Dozens of rare snakes released into woods near London in conservation first for region
33 Eastern Hog nosed snakelets were released in a secret location outside London
Conservation officials released dozens of freshly-hatched snakes from a rare native species Monday at a secret location just outside London's city limits in a bid to prop up a species in decline.
Sometimes known as "puff adders" the eastern hog-nosed snake can be found throughout most of eastern North America, from southwestern Ontario to the southern tip of Florida.
What makes the species unique is its ability to inflate itself and make a hissing noise when it feels threatened in a defensive display so effectively that it makes the species resemble a cobra, even though it's actually harmless.
Snake will play dead rather than bite
It's for this reason the reptile finds itself often misunderstood and, at times, persecuted by humans, who mistakenly believe its as deadly as its cobra cousin, when in reality the non-venomous snake will actually play dead rather than bite.

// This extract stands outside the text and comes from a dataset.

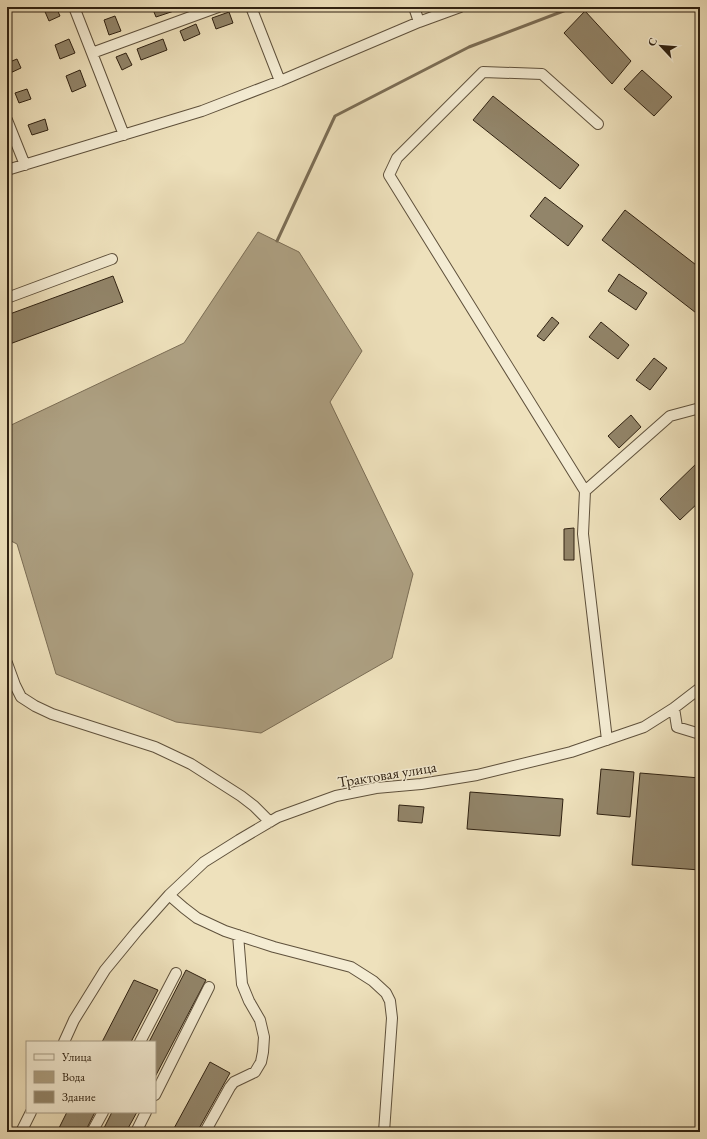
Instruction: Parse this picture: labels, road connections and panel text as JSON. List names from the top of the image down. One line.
{"streets":{"street":["Трактовая улица"]},"legend":["Улица","Вода","Здание"],"north":"top left"}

Whether its well deserved or not, the eastern hog-nosed snake is a reptile with a bad rap and as such has been on the decline for years thanks to a combination of persecution, habitat loss and ending up as road kill.
It's why conservation officials with the Upper Thames River Conservation Authority are so keen to give the species a hand up.
Snakes 'don't appeal to everybody'
"Snakes in general don't appeal to everybody, but they have their own beauty," said Scott Gillingwater, a biologist with the Upper Thames Conservation Authority.
"They have their own importance in our ecosystem and I think they need to be respected just as much as a panda or a whale."
Gillingwater said conservation officials were lucky enough to stumble upon a clutch of eggs belonging to the rare species. They then took the eggs and moved them indoors, under the warmth of an incubator, until they hatched.
Snakes were chipped before release
On Monday, conservation officials released the snakes back into the area where their eggs were first discovered.
There's no firm numbers on how many of the snakes are left in Ontario, but conservation officials say they're extremely rare thanks to predators and human activity.
"It's a very rare species, especially in this part of the province," Gillingwater said.
The tiny snakes are expected to live anywhere between 10 to 15 years if they survive and were all fitted with a microchip so that scientists can track them if they're ever re-caught.